▶ _YOUR ASSIGNMENT_
What you return should match the data below exactly, line for line.

====

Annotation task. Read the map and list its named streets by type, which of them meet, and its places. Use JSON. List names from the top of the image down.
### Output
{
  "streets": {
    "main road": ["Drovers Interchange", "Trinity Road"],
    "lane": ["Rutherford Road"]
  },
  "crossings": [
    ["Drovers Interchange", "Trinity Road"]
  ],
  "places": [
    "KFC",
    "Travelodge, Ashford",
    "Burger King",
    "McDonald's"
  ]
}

====

▶ _RESULT OF THE TASK_
Annotation task. Read the map and list its named streets by type, which of them meet, and its places. Use JSON. List names from the top of the image down.
### Output
{
  "streets": {
    "main road": ["Drovers Interchange", "Trinity Road"],
    "lane": ["Rutherford Road"]
  },
  "crossings": [
    ["Drovers Interchange", "Trinity Road"]
  ],
  "places": [
    "KFC",
    "Travelodge, Ashford",
    "Burger King",
    "McDonald's"
  ]
}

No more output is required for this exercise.